2) Check to see if a file exists, in a very robust way:

# Make sure file exists:
if (utils_tro.is_file(fn) == 0):

print 'Error- input file does not exist:'+prog_str
print ' '+fn
sys.exit(1)

This is useful because the standard Python approach, e.g.

if not os.access(fn, os.R_OK):

requires a string to be input as '/fullpath/filename.ext'. Anything else (number, list, structure, etc.) will cause a crash. The library function "utils_tro.isfile()" performs a number of checks to make sure that when the existence of the file is eventually examined, a crash is unlikely.

3) Check for existence of required software tools.

When outside software (FSL, AIR, SPM, etc.) is called by your script, you should make sure the software is available, and also that the correct version is installed on your system.
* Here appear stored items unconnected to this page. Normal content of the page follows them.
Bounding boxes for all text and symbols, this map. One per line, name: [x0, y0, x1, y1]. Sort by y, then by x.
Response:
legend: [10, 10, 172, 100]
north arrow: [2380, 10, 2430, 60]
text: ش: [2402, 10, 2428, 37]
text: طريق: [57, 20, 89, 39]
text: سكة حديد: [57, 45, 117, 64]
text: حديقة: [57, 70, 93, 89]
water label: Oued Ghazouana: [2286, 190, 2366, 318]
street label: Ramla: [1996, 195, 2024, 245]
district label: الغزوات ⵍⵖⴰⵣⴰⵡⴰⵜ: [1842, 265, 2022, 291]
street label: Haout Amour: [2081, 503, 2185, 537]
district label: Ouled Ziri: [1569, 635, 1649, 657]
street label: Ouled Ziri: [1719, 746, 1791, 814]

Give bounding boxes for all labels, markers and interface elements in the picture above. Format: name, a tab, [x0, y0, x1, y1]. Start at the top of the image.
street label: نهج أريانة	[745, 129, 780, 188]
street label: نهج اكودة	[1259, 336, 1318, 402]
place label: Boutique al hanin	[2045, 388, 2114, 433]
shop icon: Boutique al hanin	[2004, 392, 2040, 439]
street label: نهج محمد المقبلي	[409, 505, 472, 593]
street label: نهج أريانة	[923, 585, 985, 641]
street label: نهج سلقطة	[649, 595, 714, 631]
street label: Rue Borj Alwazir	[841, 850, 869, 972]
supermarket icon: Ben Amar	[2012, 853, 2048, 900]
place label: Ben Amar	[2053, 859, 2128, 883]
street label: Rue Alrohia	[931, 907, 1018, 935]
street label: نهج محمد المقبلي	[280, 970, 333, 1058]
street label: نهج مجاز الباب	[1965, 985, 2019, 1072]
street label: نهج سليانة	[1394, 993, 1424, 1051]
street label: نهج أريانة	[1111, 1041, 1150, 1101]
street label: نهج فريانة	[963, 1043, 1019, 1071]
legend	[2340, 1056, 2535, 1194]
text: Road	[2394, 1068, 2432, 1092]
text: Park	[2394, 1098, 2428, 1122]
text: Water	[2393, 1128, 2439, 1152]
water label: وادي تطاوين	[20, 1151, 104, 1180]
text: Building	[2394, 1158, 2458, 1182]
This example shows how to check for a program in the "AIR" coregistration suite, with a specific directory hard-coded in:

#---- Use the correct version of AIR: -----
dir_air '/apps/AIR/AIR5.2.5/16_bit_type2_linux/'
align = dir_air+'alignlinear'
# make sure a valid installation of AIR has been specified:
if not os.access(align, os.R_OK):

print 'Warning- an invalid AIR program location was specified: '+prog_str
print ' '+align
return 0

The following example checks for the existence of FSL software, using a more generic approach. The program "image_manip.get_path" maintains a lookup table of directory locations associated with specific software tools. As long as this centralized list is up-to-date, you don't need to worry about hardcoding a specific software version in your code. (The same approach can be used for AIR and several other software tools- see the program source code for more details.)

# make sure the correct version of flirt is accesible: #
dir_FSL = image_manip.get_path('fsl')
flirt = os.path.join(dir_FSL, 'flirt')

if not os.access(flirt, os.F_OK):
print 'Warning- the FSL flirt program is unavailable: '+prog_str
print ' '+flirt
return ['0']

4) Read lines from a text file:

# open the text file, read each line into a separate entry in a list: #
if verbose: print 'Opening text input: '+fn_txt
txt = open(fn_txt, 'r')
linelist = txt.readlines()
txt.close()
# see if the file had useful information:
if (len(linelist) < 2):

print 'Warning- text file does not contain useful information:'+prog_str
print ' '+fn_txt
sys.exit(1)

if verbose: print 'Text-file lines: '+str(len(linelist))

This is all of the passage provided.